In the records below, count every line that contains the word "sans" and report only the total.

▬▬▬▬▬▬

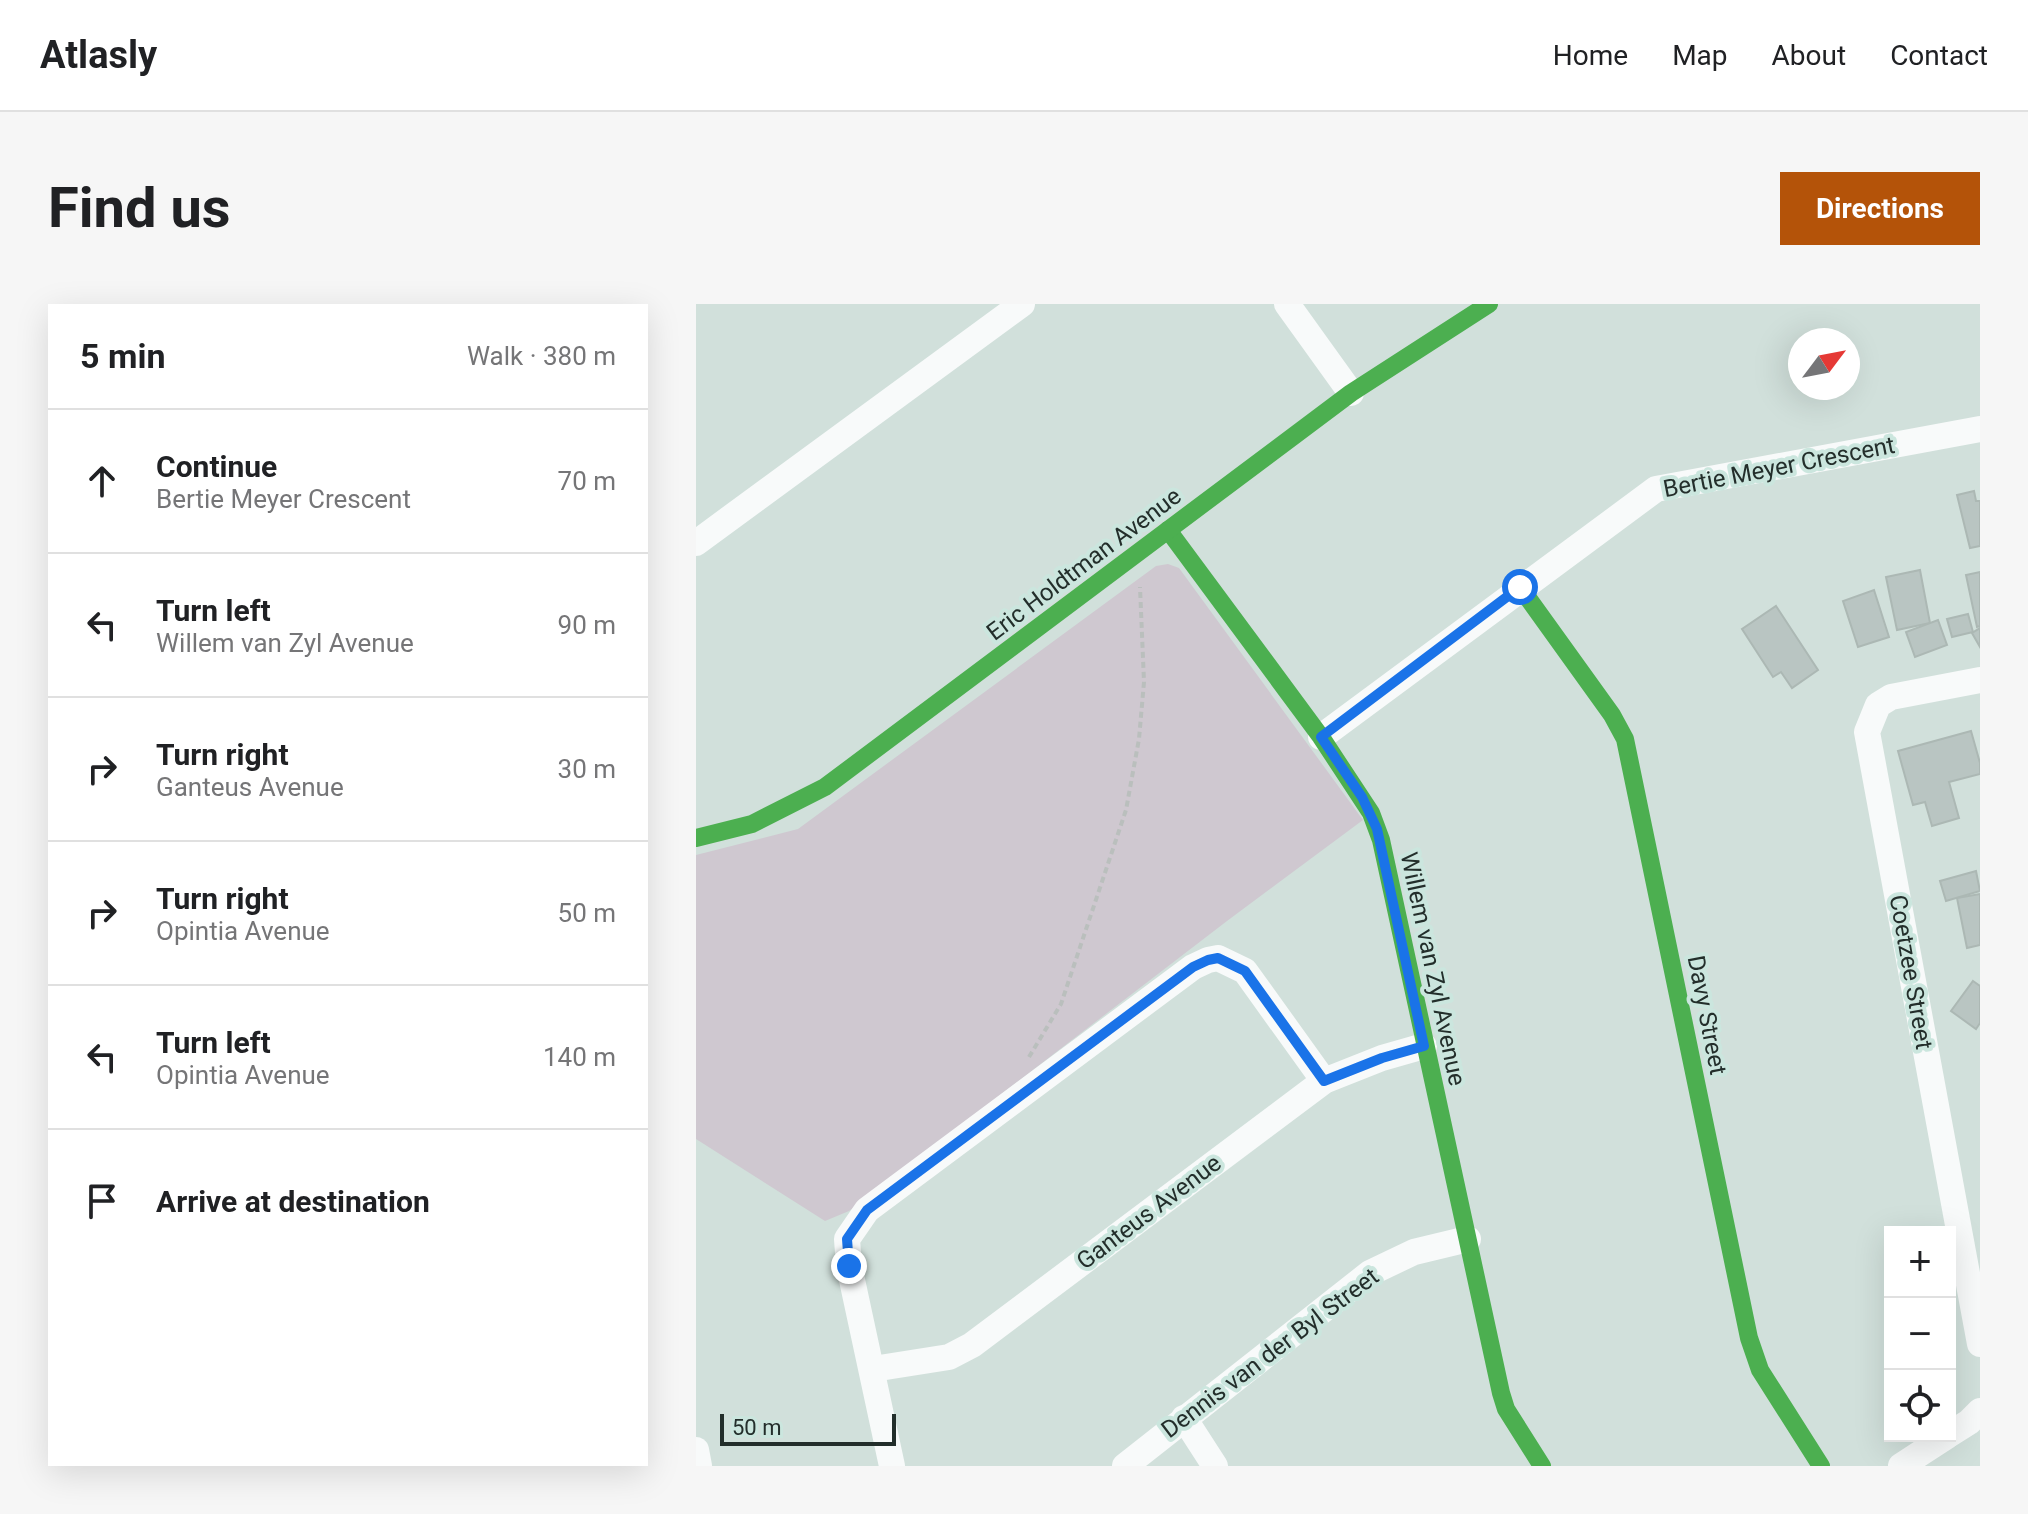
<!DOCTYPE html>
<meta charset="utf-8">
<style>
:root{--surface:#fff;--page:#f6f6f6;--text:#202124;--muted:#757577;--line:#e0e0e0;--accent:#b45309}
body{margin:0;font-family:Roboto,sans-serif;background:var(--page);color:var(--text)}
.controls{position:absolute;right:24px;bottom:24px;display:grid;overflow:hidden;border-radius:0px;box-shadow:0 8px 32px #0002}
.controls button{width:72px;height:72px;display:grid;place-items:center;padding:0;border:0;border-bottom:2px solid var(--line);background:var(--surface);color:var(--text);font:40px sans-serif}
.compass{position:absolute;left:1092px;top:24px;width:72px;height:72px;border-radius:50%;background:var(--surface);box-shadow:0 8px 32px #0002;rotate:58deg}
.scale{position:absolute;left:24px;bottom:20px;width:176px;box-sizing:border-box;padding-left:8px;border:4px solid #232e2b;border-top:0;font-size:22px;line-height:28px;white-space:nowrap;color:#232e2b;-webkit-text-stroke:6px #cbe6de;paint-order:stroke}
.stop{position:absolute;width:24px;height:24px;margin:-18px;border:6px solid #1a73e8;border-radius:50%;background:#fff}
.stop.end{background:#1a73e8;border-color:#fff;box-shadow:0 2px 8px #0008}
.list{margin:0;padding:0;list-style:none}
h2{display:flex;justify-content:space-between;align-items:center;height:104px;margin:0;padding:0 32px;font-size:34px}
h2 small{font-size:26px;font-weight:400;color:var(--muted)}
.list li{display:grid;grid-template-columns:52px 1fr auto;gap:24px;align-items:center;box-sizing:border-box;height:144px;padding:0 32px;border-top:2px solid var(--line)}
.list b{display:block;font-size:30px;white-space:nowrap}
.list p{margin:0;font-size:26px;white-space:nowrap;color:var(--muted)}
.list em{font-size:26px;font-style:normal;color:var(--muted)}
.icon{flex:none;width:44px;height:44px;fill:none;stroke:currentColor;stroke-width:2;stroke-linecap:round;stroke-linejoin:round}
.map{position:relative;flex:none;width:1284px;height:1162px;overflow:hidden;border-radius:0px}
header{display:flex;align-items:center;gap:48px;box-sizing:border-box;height:112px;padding:0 40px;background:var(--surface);border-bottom:2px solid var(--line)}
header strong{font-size:38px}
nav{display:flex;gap:44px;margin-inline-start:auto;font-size:28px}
.intro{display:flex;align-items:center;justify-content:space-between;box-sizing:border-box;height:192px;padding:0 48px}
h1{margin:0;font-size:56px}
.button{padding:20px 36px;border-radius:0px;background:var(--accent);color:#fff;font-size:28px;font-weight:700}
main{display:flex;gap:48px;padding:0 48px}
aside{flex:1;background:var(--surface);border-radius:0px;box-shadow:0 8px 32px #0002}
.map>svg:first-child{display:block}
</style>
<header>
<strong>Atlasly</strong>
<nav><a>Home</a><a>Map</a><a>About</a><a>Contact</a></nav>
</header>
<div class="intro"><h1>Find us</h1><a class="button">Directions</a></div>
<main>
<aside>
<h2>5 min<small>Walk · 380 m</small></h2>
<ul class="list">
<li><svg class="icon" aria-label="ahead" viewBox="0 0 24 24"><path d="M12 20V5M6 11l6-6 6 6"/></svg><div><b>Continue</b><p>Bertie Meyer Crescent</p></div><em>70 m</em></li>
<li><svg class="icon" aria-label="left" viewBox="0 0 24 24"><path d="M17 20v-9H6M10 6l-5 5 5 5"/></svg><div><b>Turn left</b><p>Willem van Zyl Avenue</p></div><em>90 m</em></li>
<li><svg class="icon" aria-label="right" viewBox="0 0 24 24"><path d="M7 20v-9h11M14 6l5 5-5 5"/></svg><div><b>Turn right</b><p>Ganteus Avenue</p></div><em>30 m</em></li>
<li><svg class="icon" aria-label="right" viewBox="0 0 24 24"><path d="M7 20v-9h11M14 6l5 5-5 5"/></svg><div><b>Turn right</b><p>Opintia Avenue</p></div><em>50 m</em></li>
<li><svg class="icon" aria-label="left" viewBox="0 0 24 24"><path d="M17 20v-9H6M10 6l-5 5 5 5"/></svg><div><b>Turn left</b><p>Opintia Avenue</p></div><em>140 m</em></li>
<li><svg class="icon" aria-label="arrive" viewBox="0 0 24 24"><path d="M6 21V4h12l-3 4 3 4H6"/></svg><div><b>Arrive at destination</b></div></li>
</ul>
</aside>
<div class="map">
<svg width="1284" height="1162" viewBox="0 0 1284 1162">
<rect width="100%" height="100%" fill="#d1e0db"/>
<!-- green -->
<polygon fill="#cfc8d0" points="472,260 483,264 667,516 531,617 153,907 129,917 0,835 0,551 102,525 460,262"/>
<!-- building -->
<g fill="#b9c5c2" stroke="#acb8b4" stroke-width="2">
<polygon points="1278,187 1280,197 1284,197 1284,242 1274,244 1261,191"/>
<polygon points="1224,266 1234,319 1201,326 1190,273"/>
<polygon points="1284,268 1284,322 1281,323 1270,271"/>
<polygon points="1178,286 1193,333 1162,343 1147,297"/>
<polygon points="1080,302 1122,366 1096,384 1085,368 1077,373 1046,325"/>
<polygon points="1272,310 1277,328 1256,333 1251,315"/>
<polygon points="1242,316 1251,341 1219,353 1210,328"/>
<polygon points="1284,324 1284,343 1276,329"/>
<polygon points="1275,427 1284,459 1284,470 1253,478 1263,514 1236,522 1229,498 1217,501 1202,447"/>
<polygon points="1280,567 1284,587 1250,597 1244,577"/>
<polygon points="1284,590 1284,641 1271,644 1261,594"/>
<polygon points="1277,677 1284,682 1284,719 1280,725 1255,707"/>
</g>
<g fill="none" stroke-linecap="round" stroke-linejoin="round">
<!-- path -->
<polyline stroke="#babfbd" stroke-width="4" stroke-dasharray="6 4" stroke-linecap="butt" points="333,753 365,700 430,506 443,435 448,378 444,283"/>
<!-- street -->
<g stroke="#f8fafa" stroke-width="26">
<polyline points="591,0 655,89"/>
<polyline points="0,239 326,0"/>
<polyline points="1284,376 1195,393 1182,401 1171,428 1284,1040"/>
<polyline points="625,433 960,185 1284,125"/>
<polyline points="177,1065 253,1053 276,1041 628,777 686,754 728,742"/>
<polyline points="488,1114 519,1162"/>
<polyline points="1254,1130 1273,1118 1284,1107"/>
<polyline points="0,1146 3,1162"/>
<polyline points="196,1162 153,962 151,935 171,906 497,663 512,656 522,654 549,667 628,777"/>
<polyline points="429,1162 674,969 718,948 772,935"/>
<polyline points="1205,1162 1251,1132"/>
</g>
<!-- fast -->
<g stroke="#4caf50" stroke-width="18">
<polyline points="472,226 625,433 675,509 685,536 805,1089 810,1105 846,1162"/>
<polyline points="824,283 916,411 929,435 1053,1034 1064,1066 1125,1162"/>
<polyline points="0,534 56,520 129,483 655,89 793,0"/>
</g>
</g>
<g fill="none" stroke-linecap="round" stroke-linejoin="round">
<!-- route -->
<polyline stroke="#1a73e8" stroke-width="10" points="153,962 151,935 171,906 497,663 512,656 522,654 549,667 628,777 686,754 728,742 681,525 666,493 625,433 824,283"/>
</g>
<g text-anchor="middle" stroke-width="8" stroke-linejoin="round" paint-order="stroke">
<!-- street labels -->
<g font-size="24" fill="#232e2b" stroke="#cbe6de">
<text transform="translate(1083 163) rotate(-11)" y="8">Bertie Meyer Crescent</text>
<text transform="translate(388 260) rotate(-37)" y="8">Eric Holdtman Avenue</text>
<text transform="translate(737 665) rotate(78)" y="8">Willem van Zyl Avenue</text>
<text transform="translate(1215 668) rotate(80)" y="8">Coetzee Street</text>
<text transform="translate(1011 711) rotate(79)" y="8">Davy Street</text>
<text transform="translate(453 908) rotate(-37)" y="8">Ganteus Avenue</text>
<text transform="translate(574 1049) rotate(-37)" y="8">Dennis van der Byl Street</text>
</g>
</g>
</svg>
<div class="controls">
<button>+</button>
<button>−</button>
<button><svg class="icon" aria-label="locate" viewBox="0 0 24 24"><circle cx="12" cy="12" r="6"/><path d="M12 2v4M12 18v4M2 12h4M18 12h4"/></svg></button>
</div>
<svg class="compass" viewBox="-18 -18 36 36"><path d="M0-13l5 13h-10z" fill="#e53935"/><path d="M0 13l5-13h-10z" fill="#757577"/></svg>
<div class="scale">50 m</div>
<div class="stop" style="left:824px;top:283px"></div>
<div class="stop end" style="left:153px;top:962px"></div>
</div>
</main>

▬▬▬▬▬▬

- TASK SOLUTION
2